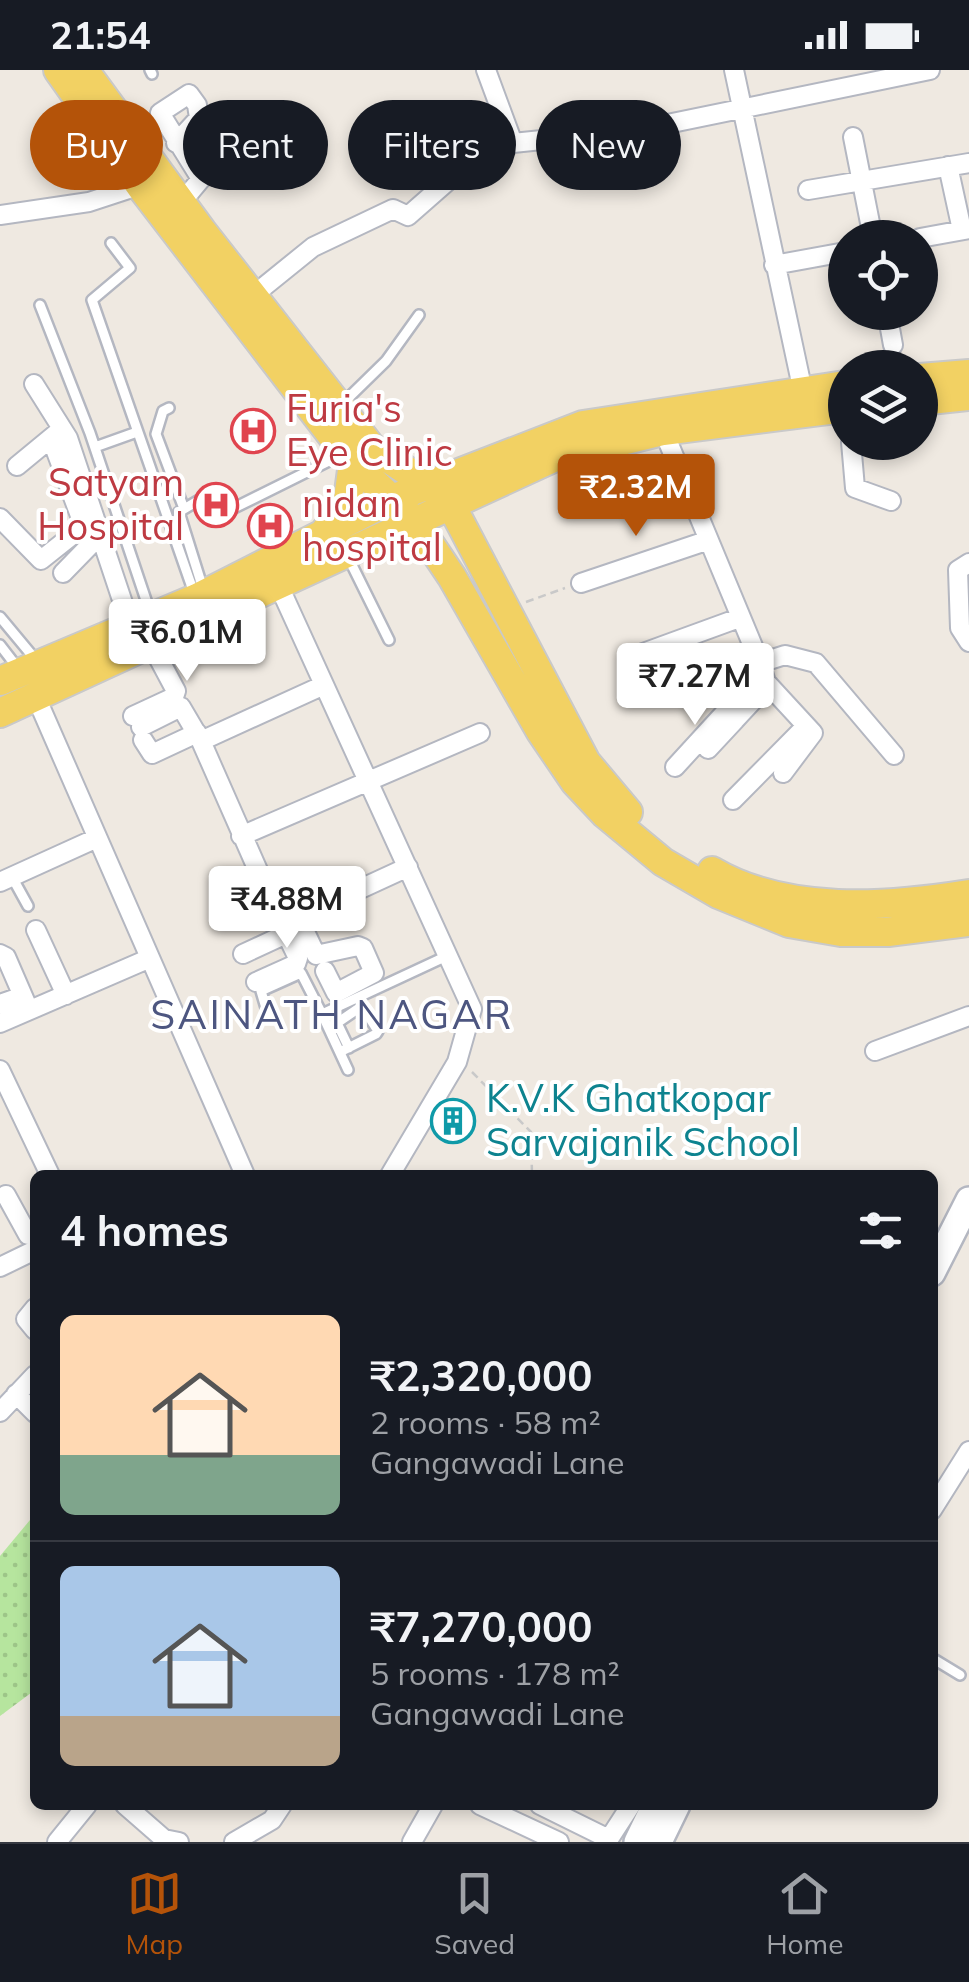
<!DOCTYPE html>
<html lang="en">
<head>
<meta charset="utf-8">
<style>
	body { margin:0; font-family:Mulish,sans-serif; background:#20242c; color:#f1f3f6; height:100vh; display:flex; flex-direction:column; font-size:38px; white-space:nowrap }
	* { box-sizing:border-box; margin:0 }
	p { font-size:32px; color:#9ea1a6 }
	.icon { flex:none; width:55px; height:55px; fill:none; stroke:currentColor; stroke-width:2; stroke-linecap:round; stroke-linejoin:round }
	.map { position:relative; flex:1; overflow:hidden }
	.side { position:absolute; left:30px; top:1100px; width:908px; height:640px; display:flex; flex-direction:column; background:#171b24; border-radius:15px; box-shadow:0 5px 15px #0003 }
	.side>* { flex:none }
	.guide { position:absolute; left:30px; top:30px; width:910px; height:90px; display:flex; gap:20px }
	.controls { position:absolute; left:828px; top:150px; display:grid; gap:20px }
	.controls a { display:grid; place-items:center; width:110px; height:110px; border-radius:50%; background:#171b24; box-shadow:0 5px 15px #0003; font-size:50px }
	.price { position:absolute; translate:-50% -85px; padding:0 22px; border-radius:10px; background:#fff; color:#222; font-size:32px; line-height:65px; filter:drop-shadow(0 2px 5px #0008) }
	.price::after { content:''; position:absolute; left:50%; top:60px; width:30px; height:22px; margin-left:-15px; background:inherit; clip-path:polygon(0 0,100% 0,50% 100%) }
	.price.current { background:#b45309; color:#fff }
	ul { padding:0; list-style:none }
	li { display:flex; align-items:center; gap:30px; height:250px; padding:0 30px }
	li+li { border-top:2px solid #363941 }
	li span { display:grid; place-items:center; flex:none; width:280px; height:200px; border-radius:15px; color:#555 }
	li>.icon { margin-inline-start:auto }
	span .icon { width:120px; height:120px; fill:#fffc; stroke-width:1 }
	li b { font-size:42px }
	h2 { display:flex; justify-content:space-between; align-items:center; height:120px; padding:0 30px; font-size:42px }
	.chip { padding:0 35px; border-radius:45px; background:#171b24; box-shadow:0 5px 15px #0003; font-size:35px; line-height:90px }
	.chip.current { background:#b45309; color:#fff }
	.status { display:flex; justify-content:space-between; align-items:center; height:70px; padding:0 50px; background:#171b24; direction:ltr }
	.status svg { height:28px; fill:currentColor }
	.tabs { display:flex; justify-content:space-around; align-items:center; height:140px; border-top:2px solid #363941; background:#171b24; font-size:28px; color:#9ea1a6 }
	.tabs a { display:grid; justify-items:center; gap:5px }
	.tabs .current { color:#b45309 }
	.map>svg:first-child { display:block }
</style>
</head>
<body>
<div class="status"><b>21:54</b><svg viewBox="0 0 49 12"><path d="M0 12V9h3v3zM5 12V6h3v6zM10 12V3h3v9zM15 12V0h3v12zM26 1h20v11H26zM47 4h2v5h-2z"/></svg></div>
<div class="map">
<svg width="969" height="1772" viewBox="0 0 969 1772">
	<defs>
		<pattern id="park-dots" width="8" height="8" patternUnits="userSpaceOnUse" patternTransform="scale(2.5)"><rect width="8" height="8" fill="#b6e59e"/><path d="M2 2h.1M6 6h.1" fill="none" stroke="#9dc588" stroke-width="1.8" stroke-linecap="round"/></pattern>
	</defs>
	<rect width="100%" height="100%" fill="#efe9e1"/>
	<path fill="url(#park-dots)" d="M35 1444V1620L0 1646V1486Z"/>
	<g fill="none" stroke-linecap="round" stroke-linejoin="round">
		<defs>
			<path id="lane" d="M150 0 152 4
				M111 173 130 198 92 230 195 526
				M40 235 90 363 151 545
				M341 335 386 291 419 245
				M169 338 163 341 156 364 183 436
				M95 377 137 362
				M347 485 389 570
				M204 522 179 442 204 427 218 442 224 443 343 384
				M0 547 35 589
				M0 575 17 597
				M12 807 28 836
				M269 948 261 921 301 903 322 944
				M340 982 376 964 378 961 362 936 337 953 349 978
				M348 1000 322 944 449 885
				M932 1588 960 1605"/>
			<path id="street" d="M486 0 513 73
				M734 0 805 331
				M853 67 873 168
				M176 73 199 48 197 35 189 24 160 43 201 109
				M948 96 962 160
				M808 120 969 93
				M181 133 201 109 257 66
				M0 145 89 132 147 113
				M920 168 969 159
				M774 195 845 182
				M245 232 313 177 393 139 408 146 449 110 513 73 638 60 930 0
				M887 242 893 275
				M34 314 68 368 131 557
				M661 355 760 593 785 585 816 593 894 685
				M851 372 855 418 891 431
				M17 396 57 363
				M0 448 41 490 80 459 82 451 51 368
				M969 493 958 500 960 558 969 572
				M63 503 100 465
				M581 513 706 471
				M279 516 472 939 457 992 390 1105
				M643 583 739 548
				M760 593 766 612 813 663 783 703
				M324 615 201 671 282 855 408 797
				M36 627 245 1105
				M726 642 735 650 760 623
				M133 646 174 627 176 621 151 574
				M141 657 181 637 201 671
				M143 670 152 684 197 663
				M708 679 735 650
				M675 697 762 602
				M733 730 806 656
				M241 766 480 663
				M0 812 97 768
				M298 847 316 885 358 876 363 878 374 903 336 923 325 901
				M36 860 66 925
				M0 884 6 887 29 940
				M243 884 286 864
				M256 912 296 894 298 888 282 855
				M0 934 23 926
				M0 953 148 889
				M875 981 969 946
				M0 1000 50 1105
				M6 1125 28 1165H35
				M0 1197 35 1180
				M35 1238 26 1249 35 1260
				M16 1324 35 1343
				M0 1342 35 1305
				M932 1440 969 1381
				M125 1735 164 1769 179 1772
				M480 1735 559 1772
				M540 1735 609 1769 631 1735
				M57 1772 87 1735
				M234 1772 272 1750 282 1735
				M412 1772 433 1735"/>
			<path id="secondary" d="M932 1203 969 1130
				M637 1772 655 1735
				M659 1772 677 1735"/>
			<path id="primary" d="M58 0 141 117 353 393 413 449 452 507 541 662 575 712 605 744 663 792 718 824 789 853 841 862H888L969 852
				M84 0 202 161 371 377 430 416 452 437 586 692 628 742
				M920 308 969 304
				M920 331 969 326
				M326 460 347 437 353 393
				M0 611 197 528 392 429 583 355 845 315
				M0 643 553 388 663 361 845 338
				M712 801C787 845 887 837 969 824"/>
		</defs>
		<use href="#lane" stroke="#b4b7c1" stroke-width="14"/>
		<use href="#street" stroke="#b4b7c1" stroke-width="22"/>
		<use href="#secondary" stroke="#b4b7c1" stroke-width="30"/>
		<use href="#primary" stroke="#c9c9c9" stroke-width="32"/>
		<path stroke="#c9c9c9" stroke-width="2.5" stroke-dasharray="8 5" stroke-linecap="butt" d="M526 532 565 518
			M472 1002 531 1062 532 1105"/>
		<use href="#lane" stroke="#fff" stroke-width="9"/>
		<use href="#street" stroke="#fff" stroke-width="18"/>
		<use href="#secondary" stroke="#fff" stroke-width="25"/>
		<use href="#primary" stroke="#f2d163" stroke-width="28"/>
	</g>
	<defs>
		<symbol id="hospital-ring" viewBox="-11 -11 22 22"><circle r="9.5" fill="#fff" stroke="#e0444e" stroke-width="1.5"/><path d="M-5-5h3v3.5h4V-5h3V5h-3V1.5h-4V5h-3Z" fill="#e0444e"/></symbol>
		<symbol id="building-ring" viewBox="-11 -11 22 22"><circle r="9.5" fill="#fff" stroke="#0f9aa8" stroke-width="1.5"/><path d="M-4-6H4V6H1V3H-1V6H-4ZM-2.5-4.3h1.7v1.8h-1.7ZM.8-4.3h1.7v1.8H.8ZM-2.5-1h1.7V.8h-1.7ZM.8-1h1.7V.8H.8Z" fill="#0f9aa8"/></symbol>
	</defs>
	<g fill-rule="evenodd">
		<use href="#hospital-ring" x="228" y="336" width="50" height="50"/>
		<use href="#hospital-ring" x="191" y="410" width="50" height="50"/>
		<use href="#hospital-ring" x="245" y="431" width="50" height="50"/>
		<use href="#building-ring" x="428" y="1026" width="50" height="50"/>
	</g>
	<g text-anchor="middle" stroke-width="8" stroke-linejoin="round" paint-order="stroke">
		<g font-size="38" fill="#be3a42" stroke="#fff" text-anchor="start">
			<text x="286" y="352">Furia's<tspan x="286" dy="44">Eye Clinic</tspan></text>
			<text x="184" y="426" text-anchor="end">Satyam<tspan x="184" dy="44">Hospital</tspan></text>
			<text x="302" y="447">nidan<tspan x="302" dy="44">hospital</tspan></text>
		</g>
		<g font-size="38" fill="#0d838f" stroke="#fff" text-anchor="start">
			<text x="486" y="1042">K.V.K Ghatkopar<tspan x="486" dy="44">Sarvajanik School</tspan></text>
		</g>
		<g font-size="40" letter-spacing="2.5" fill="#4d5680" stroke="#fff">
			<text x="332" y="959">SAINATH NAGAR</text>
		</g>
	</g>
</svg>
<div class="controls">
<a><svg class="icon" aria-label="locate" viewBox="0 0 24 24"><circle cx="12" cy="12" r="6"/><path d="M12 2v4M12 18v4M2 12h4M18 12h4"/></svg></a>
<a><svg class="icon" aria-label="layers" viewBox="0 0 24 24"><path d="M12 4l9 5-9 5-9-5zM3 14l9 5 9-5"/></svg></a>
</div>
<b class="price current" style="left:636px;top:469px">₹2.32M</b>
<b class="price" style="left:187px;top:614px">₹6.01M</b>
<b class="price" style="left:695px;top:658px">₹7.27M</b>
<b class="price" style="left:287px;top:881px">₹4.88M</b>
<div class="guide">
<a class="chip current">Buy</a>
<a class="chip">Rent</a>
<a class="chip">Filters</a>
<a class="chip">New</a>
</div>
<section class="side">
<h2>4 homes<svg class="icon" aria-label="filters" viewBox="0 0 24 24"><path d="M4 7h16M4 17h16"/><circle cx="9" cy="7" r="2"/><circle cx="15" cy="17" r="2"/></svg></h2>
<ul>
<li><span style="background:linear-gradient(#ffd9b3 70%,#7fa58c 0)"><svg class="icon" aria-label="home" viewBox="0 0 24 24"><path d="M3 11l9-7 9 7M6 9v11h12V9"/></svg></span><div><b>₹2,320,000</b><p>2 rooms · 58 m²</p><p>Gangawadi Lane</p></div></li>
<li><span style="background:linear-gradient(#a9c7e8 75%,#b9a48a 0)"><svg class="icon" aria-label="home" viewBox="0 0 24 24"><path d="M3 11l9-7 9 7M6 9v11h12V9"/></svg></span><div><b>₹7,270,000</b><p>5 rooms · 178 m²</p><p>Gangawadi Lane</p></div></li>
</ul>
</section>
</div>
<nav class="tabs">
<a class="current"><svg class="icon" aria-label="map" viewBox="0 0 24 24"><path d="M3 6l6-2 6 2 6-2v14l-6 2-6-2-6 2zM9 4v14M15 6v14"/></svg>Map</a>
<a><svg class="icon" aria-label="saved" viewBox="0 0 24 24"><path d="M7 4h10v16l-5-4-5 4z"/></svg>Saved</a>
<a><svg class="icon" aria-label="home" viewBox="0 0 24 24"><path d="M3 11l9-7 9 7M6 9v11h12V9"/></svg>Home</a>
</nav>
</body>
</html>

----------

(Work instruction):
Could you set down verbatim the lines from the beginning of the entries above through the line containing "width:120px; height:120px; fill:#fffc;", both included, leaving out the pictures?

(Response):
<!DOCTYPE html>
<html lang="en">
<head>
<meta charset="utf-8">
<style>
	body { margin:0; font-family:Mulish,sans-serif; background:#20242c; color:#f1f3f6; height:100vh; display:flex; flex-direction:column; font-size:38px; white-space:nowrap }
	* { box-sizing:border-box; margin:0 }
	p { font-size:32px; color:#9ea1a6 }
	.icon { flex:none; width:55px; height:55px; fill:none; stroke:currentColor; stroke-width:2; stroke-linecap:round; stroke-linejoin:round }
	.map { position:relative; flex:1; overflow:hidden }
	.side { position:absolute; left:30px; top:1100px; width:908px; height:640px; display:flex; flex-direction:column; background:#171b24; border-radius:15px; box-shadow:0 5px 15px #0003 }
	.side>* { flex:none }
	.guide { position:absolute; left:30px; top:30px; width:910px; height:90px; display:flex; gap:20px }
	.controls { position:absolute; left:828px; top:150px; display:grid; gap:20px }
	.controls a { display:grid; place-items:center; width:110px; height:110px; border-radius:50%; background:#171b24; box-shadow:0 5px 15px #0003; font-size:50px }
	.price { position:absolute; translate:-50% -85px; padding:0 22px; border-radius:10px; background:#fff; color:#222; font-size:32px; line-height:65px; filter:drop-shadow(0 2px 5px #0008) }
	.price::after { content:''; position:absolute; left:50%; top:60px; width:30px; height:22px; margin-left:-15px; background:inherit; clip-path:polygon(0 0,100% 0,50% 100%) }
	.price.current { background:#b45309; color:#fff }
	ul { padding:0; list-style:none }
	li { display:flex; align-items:center; gap:30px; height:250px; padding:0 30px }
	li+li { border-top:2px solid #363941 }
	li span { display:grid; place-items:center; flex:none; width:280px; height:200px; border-radius:15px; color:#555 }
	li>.icon { margin-inline-start:auto }
	span .icon { width:120px; height:120px; fill:#fffc; stroke-width:1 }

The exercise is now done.